The title was, “HITLER GETS TRAPPED IN SEA ICE”. This was the introductory text:

At Catallaxy Files Professor Steven Kates et al. have been following the Ship of Climate Fools with a gimlet eye as a local (Australian) story — in “The rest of Chris Turney’s life mapped out,” for example. Most recently, in “The spirit of Turney,” Professor Kates draws attention to Andrew Bolt’s Herald Sun Post “Something’s cracking, and it’s not the ice around the warmists’ ship” and to the video below

And this was the text of the story:

At Catallaxy Files Professor Steven Kates et al. have been following the Ship of Climate Fools with a gimlet eye as a local (Australian) story — in “The rest of Chris Turney’s life mapped out,” for example. Most recently, in “The spirit of Turney,” Professor Kates draws attention to Andrew Bolt’s Herald Sun Post “Something’s cracking, and it’s not the ice around the warmists’ ship” and to the video below contributing to the Hitler Discovers genre (rated R for language).

And then there was the video, the best version of these satires I have seen. I have watched a lot of these over the years but this was the best ever. Not only did it get the politics right but the words are perfectly coordinated to the visuals. No other has made me laugh out loud and this one continually does. I only wish I knew who did do it since it is attributed to Tony Ice. My suspicion is that whoever did it is an Australian since he gets the nuances right, although I must say he spells not just “hocky” wrong but also “Abbot” which may mean he’s not an Australian. But citizenship he should be immediately granted if not here already.
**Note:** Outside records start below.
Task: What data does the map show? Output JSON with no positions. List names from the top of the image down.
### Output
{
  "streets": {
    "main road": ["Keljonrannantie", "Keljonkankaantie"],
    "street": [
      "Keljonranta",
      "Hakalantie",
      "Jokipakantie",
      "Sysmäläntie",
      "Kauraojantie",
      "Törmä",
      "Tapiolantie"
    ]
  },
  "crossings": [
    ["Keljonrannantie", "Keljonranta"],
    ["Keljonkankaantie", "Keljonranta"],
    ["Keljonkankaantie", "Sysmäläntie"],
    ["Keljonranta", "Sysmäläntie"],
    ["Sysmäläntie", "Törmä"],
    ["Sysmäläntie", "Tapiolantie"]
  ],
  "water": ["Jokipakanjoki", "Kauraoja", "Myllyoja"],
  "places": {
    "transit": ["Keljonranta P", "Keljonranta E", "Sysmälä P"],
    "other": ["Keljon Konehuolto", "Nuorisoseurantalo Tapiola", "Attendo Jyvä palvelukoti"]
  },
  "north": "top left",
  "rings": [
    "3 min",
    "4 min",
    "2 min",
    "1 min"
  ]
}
So once more into the breach dear friends:

DHT – a sensible review of the book

A review of Defending the History of Economic Thought by someone who is not involved in the issues and therefore sees the common sense point of the book and its arguments.

The Economic Studies Shelf
Defending The History Of Economic Thought Steven Kates
Edward Elgar Publishing
9 Dewey Court, Northampton, MA 01060-3815 http://www.e-elgar.com
9781848448209, $99.95, http://www.amazon .com

The principle focus of “Defending the History of Economic Thought” is the crucial importance of the history of economic thought in the study of economics itself; without its history at the core of the curriculum, academician and economist Steven Kates (School of Economics, Finance and Marketing, RMIT University, Melbourne, Australia) persuasively contends that economics is “a lesser subject, less penetrating, less interesting and of much less social value” . A 160 page treatise, “Defending The History Of Economic Thought” is organized and presented in five major chapters (Preliminary thoughts; Why study the history of economic thought; Debating the role of the history of economic thought; Teaching the history of economic thought; and Defending the history of economic thought. As informed and informative as it is thoughtful and thought-provoking, “Defending The History Of Economic Thought” is enhanced with an bibliography and a comprehensive index, making it an impressive contribution to professional and academic library Economic Studies collections and supplemental reading lists.